1st Battalion 14th Marines (1/14) was a reserve artillery battalion comprising three firing batteries and a headquarters battery. The battalion was based in Alameda, California. Its primary weapon system was the M198 Howitzer. It was part of the 14th Marine Regiment of the 4th Marine Division.

==Mission==
To provide artillery support to a maneuver element or reinforcing fire to another artillery organization.

==Subordinate units==

| Name | Location |
|---|---|
| Headquarters and Service Battery | Alameda, California |
| Battery A (Alpha Battery) | Spokane, Washington |
| Battery B (Bravo Battery) | Pico Rivera, California |
| Battery C (Charlie Battery) | Jackson, Mississippi and Waterloo, Iowa |

==History==

===World War II===
The battalion was activated on May 1, 1943, at Camp Lejune, North Carolina. It relocated during August 1943 to Camp Pendleton, California and was assigned to the 4th Marine Division. During World War II it participated in the Battles of Kwajalein, Saipan, Tinian and Iwo Jima. 1/14 redeployed in October 1945 to Camp Pendleton and was deactivated on November 15 of the same year.

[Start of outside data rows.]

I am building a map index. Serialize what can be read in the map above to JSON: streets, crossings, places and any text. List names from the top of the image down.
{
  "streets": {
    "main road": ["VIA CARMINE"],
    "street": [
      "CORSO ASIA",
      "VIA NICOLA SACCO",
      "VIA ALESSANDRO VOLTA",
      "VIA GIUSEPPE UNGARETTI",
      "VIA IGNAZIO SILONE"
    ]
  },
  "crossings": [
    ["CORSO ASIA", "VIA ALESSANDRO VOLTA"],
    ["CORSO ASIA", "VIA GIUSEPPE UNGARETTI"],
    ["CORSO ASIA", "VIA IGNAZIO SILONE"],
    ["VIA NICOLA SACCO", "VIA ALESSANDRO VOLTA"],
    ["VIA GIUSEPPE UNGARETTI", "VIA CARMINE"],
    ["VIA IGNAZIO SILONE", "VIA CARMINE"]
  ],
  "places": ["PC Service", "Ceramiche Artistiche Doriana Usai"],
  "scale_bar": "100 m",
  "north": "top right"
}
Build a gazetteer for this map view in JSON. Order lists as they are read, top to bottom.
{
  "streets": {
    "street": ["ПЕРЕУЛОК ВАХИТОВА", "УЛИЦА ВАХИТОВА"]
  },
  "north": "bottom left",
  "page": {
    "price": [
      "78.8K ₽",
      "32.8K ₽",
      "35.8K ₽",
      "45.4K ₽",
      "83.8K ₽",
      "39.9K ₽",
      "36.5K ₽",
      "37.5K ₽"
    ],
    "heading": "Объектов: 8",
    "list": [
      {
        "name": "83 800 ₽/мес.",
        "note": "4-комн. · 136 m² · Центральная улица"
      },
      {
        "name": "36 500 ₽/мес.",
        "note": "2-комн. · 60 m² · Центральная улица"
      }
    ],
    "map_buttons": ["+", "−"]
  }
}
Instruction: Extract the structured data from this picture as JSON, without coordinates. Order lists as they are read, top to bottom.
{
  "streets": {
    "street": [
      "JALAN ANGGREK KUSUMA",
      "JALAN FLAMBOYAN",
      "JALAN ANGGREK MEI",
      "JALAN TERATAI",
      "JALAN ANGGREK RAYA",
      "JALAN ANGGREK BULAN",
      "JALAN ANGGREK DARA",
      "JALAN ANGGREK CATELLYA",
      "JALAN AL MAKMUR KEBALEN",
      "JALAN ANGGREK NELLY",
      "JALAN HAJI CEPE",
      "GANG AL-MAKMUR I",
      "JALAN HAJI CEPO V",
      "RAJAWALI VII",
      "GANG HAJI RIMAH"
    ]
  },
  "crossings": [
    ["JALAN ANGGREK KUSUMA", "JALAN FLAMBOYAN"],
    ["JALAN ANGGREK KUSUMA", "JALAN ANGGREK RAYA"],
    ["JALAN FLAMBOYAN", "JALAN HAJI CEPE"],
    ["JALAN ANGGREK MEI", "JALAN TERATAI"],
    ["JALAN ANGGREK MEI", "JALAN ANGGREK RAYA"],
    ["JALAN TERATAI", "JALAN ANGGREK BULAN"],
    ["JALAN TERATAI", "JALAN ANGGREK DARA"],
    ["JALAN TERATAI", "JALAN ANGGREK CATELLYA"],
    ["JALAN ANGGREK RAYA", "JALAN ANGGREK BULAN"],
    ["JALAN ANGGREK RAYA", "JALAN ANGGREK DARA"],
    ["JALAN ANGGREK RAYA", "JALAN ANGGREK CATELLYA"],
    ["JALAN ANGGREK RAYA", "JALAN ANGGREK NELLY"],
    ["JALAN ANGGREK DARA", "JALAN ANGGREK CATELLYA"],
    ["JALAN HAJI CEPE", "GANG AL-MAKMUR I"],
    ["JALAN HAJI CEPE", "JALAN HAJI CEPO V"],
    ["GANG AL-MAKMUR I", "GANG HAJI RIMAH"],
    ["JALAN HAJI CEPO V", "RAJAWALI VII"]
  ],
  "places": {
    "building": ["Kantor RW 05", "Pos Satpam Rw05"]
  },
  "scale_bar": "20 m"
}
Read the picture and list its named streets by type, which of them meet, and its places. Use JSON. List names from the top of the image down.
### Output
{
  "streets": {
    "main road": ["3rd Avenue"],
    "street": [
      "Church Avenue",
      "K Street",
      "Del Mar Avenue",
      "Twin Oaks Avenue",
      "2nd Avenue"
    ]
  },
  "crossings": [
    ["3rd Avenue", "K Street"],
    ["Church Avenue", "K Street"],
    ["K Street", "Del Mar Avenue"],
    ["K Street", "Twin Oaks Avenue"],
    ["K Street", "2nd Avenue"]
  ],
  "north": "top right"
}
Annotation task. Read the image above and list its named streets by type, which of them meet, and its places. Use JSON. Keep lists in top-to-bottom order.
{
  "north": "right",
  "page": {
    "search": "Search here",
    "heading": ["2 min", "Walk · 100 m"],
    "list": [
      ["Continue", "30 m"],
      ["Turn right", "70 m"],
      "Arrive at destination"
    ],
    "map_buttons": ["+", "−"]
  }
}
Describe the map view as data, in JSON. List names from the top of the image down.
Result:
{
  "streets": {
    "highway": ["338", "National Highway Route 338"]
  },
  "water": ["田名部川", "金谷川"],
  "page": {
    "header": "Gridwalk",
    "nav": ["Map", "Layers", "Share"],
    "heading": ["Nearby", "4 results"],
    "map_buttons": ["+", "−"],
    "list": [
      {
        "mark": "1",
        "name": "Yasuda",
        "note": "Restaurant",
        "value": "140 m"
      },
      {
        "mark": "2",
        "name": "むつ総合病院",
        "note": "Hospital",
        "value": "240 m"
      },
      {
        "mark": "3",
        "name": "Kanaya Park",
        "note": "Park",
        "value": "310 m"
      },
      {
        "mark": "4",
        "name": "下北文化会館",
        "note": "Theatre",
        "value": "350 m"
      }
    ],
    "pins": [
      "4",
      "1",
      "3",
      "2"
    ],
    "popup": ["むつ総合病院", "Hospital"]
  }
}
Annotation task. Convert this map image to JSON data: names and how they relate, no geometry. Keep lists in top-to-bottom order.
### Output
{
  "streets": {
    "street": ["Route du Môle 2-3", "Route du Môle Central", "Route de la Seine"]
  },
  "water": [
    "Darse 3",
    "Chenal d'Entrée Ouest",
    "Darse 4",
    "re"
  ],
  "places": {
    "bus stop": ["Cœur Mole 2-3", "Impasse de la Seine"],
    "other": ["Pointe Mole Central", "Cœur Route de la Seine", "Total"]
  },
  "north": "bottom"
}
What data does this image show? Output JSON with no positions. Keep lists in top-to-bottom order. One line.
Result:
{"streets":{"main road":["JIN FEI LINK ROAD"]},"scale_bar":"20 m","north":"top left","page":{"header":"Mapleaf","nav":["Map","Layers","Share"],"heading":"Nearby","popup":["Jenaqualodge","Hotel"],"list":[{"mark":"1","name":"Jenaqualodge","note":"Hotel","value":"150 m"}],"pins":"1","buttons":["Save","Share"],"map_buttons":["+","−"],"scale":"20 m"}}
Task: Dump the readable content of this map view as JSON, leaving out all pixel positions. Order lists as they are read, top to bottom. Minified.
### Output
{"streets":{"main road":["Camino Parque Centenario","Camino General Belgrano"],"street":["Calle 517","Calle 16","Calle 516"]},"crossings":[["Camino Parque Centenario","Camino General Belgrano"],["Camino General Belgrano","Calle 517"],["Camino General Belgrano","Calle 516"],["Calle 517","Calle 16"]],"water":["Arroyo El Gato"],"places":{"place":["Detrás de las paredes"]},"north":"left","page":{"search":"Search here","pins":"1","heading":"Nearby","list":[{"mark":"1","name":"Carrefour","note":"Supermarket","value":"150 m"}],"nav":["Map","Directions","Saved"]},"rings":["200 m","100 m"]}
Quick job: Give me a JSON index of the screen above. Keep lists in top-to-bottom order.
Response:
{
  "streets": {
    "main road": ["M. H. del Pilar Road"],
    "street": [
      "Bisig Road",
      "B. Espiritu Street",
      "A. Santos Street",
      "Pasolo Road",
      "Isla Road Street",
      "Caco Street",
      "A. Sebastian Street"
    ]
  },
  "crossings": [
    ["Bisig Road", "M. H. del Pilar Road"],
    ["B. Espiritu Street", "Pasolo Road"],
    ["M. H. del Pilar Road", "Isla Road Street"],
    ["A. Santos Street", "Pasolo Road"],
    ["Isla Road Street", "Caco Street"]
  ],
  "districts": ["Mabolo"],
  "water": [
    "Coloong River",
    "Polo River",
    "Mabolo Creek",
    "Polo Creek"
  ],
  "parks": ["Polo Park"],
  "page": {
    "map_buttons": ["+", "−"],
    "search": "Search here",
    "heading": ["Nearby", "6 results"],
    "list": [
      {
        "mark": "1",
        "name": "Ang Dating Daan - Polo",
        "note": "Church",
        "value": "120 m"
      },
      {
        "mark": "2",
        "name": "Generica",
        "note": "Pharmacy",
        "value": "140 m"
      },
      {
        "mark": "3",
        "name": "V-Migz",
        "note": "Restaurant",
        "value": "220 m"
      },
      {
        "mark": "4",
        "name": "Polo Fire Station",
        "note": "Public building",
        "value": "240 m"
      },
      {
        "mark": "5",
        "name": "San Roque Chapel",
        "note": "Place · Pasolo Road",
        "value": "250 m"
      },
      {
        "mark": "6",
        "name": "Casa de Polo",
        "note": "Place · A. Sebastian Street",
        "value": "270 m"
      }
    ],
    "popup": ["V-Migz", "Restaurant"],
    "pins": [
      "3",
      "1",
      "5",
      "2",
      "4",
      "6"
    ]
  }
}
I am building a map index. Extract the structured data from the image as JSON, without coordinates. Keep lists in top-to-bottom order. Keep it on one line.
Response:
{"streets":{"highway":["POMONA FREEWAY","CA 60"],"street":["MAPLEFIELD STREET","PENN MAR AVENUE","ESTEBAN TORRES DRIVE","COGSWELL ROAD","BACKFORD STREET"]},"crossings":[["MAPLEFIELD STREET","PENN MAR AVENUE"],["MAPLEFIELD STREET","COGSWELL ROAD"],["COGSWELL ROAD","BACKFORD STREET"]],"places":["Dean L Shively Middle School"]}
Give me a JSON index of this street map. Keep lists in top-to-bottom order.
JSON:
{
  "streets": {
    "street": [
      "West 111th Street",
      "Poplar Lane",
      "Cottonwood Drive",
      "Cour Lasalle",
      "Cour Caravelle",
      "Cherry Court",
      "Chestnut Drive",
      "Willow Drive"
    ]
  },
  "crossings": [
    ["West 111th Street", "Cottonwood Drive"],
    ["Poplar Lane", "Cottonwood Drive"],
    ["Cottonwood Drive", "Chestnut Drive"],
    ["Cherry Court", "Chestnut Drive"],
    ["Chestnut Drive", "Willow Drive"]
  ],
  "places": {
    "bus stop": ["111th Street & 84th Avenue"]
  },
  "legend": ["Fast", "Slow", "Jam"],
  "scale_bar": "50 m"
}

===Reactivation and name changes===
The battalion was reactivated on February 1, 1966, at Treasure Island, San Francisco, California, as Headquarters Battery, 14th Marines and assigned to the 4th Marine Division, Fleet Marine Force, Marine Forces Reserve. It was redesignated February 1, 1967, as Headquarters Battery, 3rd Field Artillery Group, Force Troops. It was redesignated again on September 1, 1979, as Headquarters Battery, 5th Battalion, 14th Marines and finally on October 1, 1985, as 1st Battalion, 14th Marines.

===1990s===
The battalion was called to active duty in support of Operation Desert Shield on December 10, 1990. HQ Battery from Treasure Island, CA, "A" Battery from Spokane, WA, and "B" Battery from Pico Rivera, CA mobilized to Camp Lejeune, NC and the battalion was sent to Norway in support of Exercise Battle Griffin. The Persian Gulf War ended before the unit could be redeployed to the Middle East theater of operations. The battalion returned home in July 1991. "C" Battery, 1st Battalion 14th Marines from Jackson, Mississippi, was activated separately on 10 December 1990 in support of Operation Desert Shield and deployed to Camp Pendleton, California and then to Camp Foster, Okinawa, Japan to await final orders to deploy to the Persian Gulf. Similarly, those orders never came. The Marines from Charlie Battery returned home to Jackson, Mississippi, in August 1991.
HQ Battery relocated during February 1992 to Alameda NAS from Treasure Island.

===Global war on terror===
The battalion was mobilized in June 2005 in support of Operation Iraqi Freedom and for the deployment redesignated as Task Force MP.

===Decommissioning===
1st Battalion, 14th Marines was deactivated on March 24, 2007, and redesignated the 4th Force Reconnaissance Headquarters.